PROBLEM DESCRIPTION>
Only the lines from the one containing "Instruction: Convert this" through the final line of the material below should be output, exactly as they stand.

───── SUPPLIED ENTRIES

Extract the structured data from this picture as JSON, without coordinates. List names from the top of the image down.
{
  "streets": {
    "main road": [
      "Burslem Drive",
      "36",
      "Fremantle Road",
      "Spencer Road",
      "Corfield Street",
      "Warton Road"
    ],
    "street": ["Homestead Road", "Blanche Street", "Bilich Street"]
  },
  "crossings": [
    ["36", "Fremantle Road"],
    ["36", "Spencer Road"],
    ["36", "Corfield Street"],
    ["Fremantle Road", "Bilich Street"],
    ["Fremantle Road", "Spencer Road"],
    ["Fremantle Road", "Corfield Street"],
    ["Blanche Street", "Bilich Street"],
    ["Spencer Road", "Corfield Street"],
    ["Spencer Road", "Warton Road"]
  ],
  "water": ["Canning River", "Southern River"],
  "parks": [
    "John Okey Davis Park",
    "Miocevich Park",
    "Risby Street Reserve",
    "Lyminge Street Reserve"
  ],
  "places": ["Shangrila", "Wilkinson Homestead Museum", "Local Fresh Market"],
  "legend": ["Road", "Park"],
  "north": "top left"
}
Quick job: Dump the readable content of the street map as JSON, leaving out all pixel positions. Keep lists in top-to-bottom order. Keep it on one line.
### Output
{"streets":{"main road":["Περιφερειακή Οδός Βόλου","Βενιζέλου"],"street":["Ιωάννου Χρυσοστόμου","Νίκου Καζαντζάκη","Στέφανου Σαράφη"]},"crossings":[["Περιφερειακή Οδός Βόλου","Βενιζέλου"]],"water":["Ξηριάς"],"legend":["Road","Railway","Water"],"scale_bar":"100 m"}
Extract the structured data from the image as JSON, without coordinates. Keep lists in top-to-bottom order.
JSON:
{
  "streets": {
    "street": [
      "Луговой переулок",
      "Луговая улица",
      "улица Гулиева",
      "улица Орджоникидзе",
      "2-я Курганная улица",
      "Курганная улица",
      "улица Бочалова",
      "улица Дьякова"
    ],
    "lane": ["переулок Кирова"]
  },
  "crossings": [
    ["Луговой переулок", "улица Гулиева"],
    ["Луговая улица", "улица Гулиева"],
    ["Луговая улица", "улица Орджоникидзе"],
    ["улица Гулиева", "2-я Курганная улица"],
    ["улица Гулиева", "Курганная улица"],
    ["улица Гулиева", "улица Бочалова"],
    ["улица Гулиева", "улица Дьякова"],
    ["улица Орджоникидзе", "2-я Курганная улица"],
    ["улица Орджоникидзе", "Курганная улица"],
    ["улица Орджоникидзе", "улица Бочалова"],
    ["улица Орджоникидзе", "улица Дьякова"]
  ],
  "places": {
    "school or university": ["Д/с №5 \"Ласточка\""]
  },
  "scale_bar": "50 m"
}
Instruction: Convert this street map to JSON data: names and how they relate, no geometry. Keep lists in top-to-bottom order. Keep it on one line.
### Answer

──────────

RESPONSE TO THE EXERCISE>
Instruction: Convert this street map to JSON data: names and how they relate, no geometry. Keep lists in top-to-bottom order. Keep it on one line.
### Answer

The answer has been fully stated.